▶ [What you are asked to do] Filter the entries and keep only the lines where the string "serif" appears.

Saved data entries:
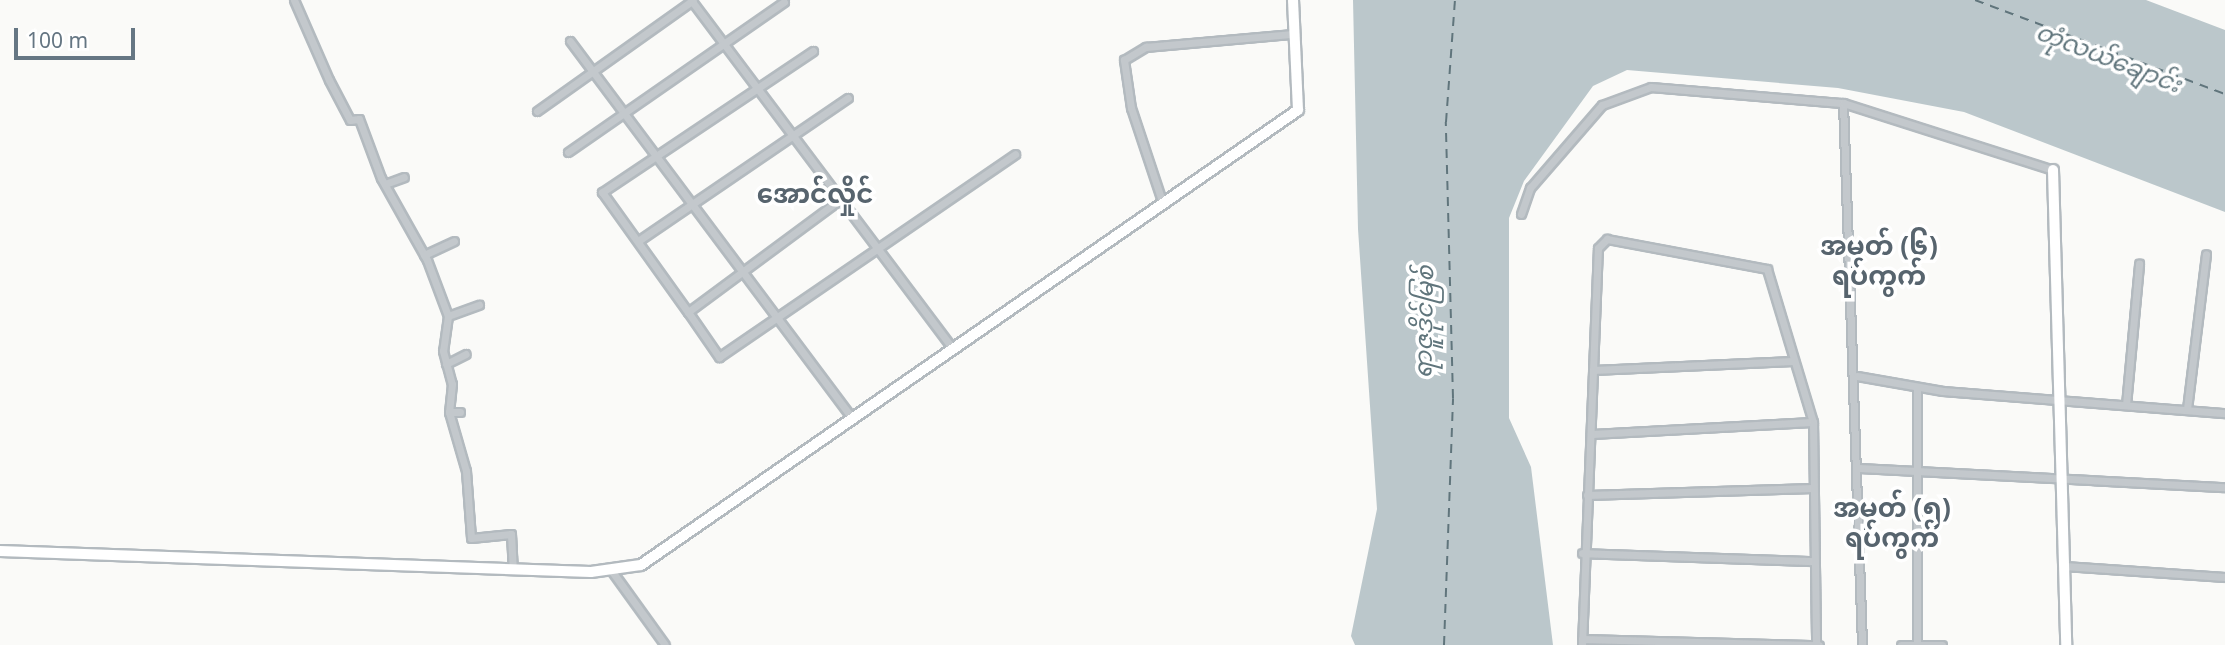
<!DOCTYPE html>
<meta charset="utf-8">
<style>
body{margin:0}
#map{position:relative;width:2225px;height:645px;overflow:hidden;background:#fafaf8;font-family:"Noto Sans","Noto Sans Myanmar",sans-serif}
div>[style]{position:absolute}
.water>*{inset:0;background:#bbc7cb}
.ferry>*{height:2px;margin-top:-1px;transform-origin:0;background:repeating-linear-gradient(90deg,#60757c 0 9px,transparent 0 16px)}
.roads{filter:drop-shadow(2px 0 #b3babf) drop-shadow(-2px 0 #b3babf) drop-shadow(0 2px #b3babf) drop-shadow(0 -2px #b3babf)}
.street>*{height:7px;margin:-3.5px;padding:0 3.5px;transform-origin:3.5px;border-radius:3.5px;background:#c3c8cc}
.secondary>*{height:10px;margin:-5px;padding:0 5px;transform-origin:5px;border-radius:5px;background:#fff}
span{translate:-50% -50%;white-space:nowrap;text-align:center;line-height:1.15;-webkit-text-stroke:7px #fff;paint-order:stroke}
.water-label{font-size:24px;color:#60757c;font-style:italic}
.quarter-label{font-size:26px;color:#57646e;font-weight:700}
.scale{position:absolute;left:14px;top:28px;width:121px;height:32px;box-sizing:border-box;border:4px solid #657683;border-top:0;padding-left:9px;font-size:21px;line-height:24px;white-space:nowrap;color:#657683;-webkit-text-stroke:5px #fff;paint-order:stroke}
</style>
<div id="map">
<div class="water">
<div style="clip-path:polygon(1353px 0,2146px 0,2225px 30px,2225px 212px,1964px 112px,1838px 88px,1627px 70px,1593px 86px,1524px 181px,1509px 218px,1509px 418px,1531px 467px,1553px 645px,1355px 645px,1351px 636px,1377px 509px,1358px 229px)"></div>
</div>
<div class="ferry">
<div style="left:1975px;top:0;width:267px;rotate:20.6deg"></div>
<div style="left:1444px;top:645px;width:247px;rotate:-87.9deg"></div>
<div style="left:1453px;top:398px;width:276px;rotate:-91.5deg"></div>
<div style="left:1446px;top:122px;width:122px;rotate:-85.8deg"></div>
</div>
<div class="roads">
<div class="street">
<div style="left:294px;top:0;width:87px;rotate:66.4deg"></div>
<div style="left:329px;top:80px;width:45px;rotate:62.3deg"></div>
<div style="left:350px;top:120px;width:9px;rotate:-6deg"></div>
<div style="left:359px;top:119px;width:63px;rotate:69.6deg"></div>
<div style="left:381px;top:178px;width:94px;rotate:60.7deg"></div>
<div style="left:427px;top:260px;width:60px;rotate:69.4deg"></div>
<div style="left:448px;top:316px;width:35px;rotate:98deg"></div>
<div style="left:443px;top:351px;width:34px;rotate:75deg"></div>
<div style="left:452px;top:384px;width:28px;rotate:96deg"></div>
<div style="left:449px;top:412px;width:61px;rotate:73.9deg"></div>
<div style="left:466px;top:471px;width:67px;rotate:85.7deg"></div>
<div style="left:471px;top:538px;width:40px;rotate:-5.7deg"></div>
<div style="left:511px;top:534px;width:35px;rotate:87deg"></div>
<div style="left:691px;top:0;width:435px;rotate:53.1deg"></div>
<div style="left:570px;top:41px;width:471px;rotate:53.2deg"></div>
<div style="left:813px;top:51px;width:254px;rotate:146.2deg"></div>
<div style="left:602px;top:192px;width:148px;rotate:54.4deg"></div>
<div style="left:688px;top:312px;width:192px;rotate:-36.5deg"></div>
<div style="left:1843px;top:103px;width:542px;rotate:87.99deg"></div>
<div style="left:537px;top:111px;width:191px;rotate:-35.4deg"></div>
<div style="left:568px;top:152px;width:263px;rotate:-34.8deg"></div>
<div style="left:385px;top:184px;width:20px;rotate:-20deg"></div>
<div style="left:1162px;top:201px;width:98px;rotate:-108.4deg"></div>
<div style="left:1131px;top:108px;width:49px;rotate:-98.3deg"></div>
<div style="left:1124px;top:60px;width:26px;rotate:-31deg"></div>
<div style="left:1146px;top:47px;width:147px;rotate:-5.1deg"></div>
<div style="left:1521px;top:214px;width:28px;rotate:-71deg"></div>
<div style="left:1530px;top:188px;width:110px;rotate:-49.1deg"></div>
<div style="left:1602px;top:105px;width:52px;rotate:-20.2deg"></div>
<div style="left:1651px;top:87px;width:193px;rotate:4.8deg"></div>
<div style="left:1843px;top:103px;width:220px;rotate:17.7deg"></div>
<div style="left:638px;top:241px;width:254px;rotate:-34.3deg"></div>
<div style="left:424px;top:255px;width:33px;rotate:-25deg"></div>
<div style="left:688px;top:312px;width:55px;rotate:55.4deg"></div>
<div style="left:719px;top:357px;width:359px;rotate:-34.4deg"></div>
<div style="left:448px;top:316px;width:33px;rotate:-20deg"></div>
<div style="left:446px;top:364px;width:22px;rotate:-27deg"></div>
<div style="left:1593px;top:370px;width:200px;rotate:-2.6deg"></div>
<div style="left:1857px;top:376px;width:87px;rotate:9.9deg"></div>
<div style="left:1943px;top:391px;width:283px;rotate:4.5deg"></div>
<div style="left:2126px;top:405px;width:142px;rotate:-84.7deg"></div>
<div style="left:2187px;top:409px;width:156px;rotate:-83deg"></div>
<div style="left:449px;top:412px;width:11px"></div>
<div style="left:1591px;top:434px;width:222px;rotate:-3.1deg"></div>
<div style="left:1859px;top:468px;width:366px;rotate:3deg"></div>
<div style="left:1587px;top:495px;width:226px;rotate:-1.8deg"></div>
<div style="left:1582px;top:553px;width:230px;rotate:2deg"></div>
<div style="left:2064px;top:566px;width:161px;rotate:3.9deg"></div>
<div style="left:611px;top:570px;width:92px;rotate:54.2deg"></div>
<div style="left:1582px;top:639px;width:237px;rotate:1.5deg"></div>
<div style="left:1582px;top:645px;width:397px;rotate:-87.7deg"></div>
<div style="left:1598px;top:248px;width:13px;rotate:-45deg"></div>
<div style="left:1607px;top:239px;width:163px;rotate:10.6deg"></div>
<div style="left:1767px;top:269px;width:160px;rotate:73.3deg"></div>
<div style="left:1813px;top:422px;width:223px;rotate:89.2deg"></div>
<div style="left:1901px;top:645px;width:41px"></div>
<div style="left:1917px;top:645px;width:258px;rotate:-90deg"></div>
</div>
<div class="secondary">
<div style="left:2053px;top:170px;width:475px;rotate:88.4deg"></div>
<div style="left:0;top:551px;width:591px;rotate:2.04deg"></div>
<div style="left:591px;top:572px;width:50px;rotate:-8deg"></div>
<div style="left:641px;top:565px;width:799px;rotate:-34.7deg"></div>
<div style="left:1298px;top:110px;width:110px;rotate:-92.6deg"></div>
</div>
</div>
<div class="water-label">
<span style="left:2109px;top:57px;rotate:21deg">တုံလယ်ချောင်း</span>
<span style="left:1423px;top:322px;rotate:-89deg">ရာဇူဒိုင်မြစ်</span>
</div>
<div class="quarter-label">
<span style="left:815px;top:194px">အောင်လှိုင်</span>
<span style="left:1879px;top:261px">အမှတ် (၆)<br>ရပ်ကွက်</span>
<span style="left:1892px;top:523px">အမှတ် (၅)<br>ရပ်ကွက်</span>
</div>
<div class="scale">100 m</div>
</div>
==
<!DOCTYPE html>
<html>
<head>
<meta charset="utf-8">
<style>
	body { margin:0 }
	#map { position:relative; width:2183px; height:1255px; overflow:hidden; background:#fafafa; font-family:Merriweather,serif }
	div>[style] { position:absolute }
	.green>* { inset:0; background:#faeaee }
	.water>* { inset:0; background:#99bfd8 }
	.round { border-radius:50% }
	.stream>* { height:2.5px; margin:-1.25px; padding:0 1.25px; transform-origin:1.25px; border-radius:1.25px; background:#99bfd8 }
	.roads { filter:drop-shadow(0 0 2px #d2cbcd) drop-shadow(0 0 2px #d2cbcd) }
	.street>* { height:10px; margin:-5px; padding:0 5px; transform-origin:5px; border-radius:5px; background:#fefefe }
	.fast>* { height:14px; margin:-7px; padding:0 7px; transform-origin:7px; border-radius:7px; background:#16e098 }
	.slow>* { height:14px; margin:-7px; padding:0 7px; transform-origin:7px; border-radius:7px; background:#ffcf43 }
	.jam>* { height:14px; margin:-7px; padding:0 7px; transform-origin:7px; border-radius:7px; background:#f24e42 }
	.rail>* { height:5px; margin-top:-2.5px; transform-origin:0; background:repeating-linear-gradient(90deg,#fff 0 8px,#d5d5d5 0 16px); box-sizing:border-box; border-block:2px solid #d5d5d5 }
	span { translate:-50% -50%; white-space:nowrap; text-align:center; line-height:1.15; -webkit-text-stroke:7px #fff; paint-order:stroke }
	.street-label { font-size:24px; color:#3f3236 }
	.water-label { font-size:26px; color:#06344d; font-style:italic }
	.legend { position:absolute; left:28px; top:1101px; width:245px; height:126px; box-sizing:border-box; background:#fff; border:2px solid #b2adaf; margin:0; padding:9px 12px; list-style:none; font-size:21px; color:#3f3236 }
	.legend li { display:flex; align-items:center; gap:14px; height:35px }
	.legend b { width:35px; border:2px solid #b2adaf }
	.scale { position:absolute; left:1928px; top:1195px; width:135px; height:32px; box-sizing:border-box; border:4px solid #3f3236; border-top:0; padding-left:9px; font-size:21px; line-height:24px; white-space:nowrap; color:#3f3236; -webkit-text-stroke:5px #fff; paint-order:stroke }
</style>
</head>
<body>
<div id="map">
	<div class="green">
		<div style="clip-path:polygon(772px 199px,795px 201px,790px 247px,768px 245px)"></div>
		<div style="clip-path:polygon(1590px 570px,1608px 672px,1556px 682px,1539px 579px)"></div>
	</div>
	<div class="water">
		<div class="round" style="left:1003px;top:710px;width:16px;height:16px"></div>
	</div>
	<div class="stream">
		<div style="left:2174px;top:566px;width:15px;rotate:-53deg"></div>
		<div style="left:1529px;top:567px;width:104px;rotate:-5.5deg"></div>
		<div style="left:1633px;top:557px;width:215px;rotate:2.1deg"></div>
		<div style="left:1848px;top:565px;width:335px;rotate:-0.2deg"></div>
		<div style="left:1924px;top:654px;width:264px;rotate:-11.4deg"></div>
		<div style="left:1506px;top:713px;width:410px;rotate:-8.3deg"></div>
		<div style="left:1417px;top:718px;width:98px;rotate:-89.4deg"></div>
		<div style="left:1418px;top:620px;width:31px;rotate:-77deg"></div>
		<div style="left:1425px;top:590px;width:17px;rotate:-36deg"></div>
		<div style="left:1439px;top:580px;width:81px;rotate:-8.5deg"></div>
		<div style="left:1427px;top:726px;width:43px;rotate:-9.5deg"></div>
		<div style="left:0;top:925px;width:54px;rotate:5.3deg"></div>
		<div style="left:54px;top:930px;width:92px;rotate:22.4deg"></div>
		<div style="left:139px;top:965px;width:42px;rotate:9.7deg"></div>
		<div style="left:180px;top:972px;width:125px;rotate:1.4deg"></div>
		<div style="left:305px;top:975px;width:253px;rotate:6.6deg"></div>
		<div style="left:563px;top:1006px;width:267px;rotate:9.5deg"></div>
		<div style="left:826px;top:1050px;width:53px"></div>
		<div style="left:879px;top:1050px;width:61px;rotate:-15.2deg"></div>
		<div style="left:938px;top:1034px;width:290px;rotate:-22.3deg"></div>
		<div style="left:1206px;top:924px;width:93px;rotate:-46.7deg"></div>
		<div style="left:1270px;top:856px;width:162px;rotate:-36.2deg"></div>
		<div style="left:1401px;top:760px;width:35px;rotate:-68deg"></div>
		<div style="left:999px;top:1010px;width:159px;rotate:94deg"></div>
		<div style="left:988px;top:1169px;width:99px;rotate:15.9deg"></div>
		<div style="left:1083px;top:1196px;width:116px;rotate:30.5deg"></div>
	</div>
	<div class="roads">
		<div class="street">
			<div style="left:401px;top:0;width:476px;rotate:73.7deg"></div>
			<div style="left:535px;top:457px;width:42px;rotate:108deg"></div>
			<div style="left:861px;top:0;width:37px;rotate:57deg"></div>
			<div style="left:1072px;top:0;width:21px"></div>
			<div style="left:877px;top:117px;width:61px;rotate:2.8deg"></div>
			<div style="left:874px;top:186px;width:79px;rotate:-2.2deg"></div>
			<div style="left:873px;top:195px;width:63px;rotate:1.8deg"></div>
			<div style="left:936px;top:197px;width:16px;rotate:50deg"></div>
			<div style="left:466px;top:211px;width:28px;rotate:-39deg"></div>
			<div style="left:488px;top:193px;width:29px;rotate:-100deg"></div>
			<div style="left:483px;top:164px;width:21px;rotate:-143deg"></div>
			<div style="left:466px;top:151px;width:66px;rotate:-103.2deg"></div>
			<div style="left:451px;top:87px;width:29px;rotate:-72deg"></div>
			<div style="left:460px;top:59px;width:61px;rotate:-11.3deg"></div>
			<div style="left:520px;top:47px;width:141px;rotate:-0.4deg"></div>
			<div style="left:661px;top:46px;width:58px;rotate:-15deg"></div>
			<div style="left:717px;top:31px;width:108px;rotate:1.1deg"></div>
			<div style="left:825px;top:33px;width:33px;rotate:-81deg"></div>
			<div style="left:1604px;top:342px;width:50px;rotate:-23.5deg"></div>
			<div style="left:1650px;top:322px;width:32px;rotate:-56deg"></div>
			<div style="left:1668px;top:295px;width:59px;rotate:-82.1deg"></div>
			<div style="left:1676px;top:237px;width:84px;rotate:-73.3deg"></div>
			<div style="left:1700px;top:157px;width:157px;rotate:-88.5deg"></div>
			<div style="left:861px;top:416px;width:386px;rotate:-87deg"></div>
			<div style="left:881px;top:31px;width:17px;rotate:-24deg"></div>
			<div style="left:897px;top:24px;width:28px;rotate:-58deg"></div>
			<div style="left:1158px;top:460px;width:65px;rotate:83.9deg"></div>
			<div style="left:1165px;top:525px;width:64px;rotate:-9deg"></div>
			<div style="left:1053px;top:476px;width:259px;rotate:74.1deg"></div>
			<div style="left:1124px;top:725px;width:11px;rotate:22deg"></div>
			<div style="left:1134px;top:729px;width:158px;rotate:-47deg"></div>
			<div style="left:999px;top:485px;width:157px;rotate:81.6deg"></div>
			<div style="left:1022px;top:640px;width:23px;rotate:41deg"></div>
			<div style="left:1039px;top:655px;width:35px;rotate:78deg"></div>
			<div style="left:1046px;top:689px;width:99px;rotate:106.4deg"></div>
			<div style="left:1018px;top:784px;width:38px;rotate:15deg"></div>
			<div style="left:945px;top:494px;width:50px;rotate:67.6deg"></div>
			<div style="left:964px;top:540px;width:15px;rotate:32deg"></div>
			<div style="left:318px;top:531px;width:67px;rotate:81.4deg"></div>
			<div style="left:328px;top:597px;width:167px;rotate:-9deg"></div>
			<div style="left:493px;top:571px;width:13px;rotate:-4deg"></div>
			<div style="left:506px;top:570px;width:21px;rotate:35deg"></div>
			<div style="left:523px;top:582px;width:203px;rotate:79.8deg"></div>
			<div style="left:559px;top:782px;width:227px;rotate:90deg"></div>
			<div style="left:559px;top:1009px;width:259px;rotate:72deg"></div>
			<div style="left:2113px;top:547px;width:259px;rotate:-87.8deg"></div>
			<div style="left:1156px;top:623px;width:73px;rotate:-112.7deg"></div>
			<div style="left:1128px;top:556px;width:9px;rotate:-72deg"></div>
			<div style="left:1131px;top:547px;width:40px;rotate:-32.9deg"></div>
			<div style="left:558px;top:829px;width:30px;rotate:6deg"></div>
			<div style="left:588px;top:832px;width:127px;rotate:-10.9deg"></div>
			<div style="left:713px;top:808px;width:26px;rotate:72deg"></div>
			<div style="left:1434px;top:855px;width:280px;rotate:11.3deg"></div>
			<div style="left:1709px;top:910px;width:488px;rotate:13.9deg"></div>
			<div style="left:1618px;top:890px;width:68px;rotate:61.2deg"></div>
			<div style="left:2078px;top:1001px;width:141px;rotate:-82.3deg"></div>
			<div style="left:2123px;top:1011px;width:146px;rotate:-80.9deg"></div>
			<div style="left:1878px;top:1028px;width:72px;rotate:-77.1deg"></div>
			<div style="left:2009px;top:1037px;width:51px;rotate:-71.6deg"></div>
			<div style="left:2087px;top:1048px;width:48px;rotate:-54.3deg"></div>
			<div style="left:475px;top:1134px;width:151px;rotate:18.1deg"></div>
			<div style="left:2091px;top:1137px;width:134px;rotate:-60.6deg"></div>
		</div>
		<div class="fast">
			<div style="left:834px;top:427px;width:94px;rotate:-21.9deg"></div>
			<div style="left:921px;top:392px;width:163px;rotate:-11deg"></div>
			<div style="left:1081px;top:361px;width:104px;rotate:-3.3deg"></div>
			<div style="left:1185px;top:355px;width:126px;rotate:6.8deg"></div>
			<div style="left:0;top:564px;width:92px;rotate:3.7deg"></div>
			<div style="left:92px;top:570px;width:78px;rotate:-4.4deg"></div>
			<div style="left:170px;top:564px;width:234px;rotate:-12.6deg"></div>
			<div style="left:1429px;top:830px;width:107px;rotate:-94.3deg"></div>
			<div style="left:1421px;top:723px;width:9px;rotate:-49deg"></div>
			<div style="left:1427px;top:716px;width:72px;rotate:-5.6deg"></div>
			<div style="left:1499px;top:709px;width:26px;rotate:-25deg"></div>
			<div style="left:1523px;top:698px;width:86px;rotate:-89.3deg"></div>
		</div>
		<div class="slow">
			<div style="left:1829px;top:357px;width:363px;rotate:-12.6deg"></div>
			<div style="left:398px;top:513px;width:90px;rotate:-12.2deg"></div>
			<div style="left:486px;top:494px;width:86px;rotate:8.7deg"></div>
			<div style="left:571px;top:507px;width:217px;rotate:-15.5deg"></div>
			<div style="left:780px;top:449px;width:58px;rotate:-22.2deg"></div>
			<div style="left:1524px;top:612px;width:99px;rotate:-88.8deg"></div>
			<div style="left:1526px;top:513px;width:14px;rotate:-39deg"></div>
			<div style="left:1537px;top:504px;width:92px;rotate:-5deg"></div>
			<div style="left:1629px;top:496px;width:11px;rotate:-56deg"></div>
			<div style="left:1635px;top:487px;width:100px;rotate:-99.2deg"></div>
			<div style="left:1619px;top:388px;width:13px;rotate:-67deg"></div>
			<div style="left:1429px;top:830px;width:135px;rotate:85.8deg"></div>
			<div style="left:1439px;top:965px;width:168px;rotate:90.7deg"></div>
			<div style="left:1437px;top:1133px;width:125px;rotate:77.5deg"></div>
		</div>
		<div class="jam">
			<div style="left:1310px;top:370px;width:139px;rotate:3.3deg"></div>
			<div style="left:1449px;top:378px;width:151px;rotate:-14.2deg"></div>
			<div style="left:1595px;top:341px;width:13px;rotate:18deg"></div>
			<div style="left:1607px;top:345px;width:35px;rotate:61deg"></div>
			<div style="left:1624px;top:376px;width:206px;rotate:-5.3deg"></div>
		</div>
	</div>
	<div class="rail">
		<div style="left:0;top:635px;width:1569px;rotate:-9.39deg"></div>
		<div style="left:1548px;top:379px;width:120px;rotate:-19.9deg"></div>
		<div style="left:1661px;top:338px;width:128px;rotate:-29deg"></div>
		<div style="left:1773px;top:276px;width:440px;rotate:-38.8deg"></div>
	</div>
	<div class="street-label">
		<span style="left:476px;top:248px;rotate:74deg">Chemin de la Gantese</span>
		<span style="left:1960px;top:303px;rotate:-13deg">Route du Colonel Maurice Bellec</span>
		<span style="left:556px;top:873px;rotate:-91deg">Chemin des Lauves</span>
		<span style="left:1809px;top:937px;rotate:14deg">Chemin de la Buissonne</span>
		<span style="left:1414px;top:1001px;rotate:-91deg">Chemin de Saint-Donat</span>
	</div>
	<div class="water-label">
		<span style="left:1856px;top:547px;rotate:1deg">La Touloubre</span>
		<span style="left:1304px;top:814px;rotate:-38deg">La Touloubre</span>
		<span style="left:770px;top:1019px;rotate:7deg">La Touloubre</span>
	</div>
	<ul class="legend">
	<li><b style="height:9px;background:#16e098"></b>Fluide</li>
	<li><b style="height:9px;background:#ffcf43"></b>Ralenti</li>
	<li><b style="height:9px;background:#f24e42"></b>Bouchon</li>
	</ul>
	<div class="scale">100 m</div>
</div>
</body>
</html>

▶ [Task response]
#map{position:relative;width:2225px;height:645px;overflow:hidden;background:#fafaf8;font-family:"Noto Sans","Noto Sans Myanmar",sans-serif}
	#map { position:relative; width:2183px; height:1255px; overflow:hidden; background:#fafafa; font-family:Merriweather,serif }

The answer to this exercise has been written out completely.